*What the task requires*: Without the pictures, reproduce the records that follow exactly.

[Stored data]
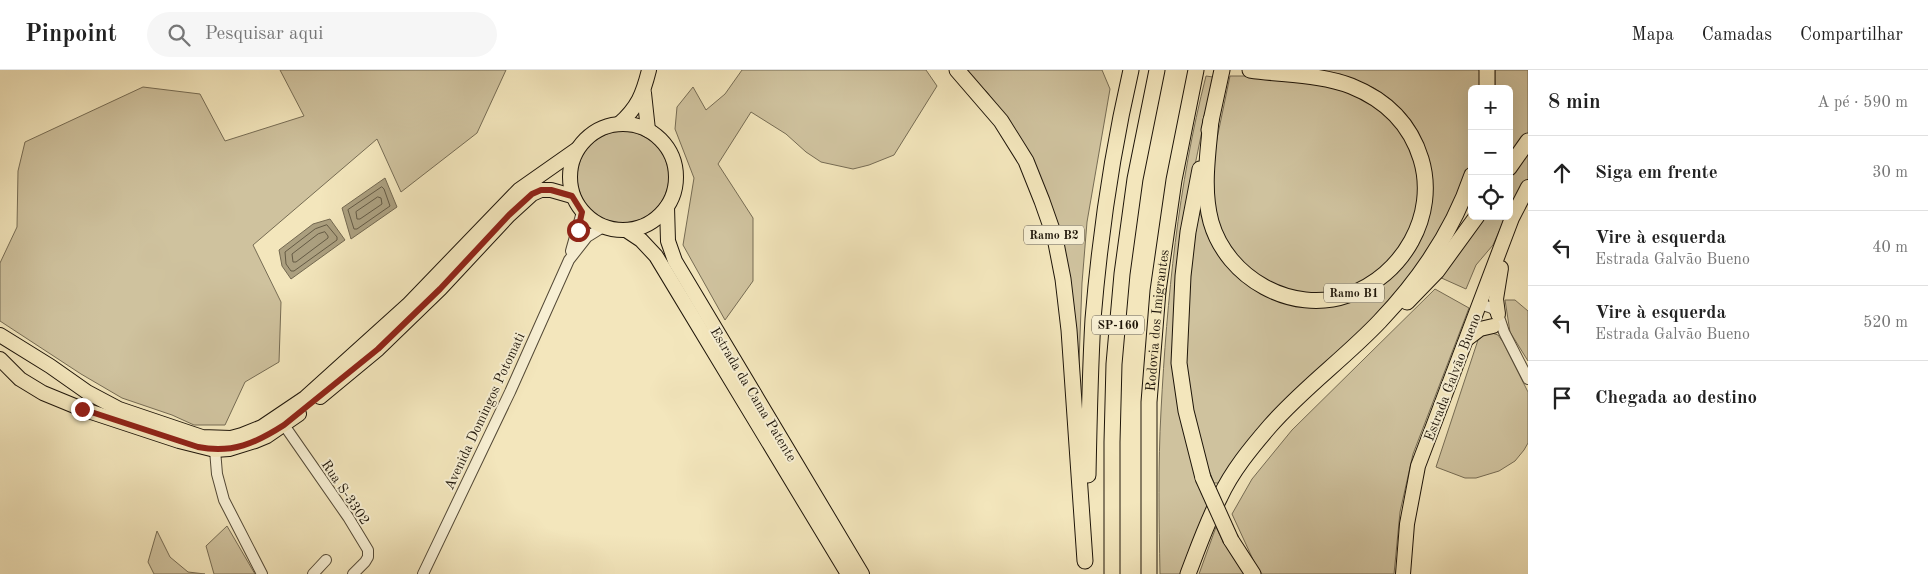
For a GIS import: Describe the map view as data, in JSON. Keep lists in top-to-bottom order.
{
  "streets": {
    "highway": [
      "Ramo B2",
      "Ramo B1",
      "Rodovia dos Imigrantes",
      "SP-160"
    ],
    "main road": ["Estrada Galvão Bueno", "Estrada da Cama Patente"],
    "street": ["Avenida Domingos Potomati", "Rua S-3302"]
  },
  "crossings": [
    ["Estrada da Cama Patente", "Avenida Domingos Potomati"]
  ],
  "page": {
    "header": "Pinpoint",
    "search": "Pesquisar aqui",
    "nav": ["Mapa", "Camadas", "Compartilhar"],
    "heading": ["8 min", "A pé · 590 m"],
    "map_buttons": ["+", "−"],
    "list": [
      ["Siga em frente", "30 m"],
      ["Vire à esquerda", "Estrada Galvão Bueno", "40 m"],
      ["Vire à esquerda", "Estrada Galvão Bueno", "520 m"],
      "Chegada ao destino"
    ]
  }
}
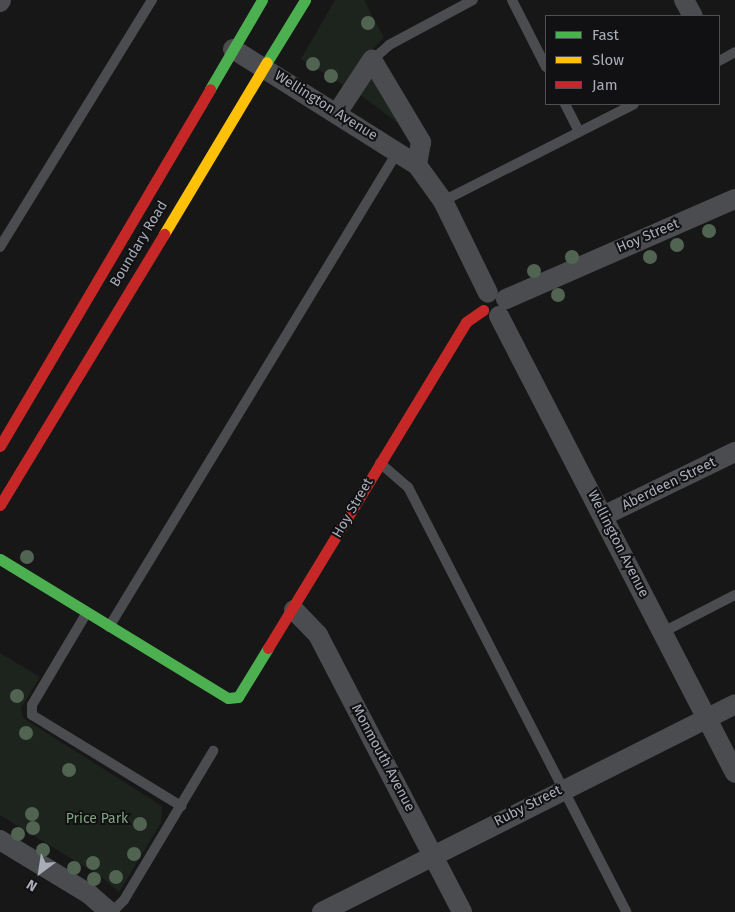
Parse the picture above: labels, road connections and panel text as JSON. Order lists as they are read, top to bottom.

*Completed task*:
For a GIS import: Describe the map view as data, in JSON. Keep lists in top-to-bottom order.
{
  "streets": {
    "highway": [
      "Ramo B2",
      "Ramo B1",
      "Rodovia dos Imigrantes",
      "SP-160"
    ],
    "main road": ["Estrada Galvão Bueno", "Estrada da Cama Patente"],
    "street": ["Avenida Domingos Potomati", "Rua S-3302"]
  },
  "crossings": [
    ["Estrada da Cama Patente", "Avenida Domingos Potomati"]
  ],
  "page": {
    "header": "Pinpoint",
    "search": "Pesquisar aqui",
    "nav": ["Mapa", "Camadas", "Compartilhar"],
    "heading": ["8 min", "A pé · 590 m"],
    "map_buttons": ["+", "−"],
    "list": [
      ["Siga em frente", "30 m"],
      ["Vire à esquerda", "Estrada Galvão Bueno", "40 m"],
      ["Vire à esquerda", "Estrada Galvão Bueno", "520 m"],
      "Chegada ao destino"
    ]
  }
}
Parse the picture above: labels, road connections and panel text as JSON. Order lists as they are read, top to bottom.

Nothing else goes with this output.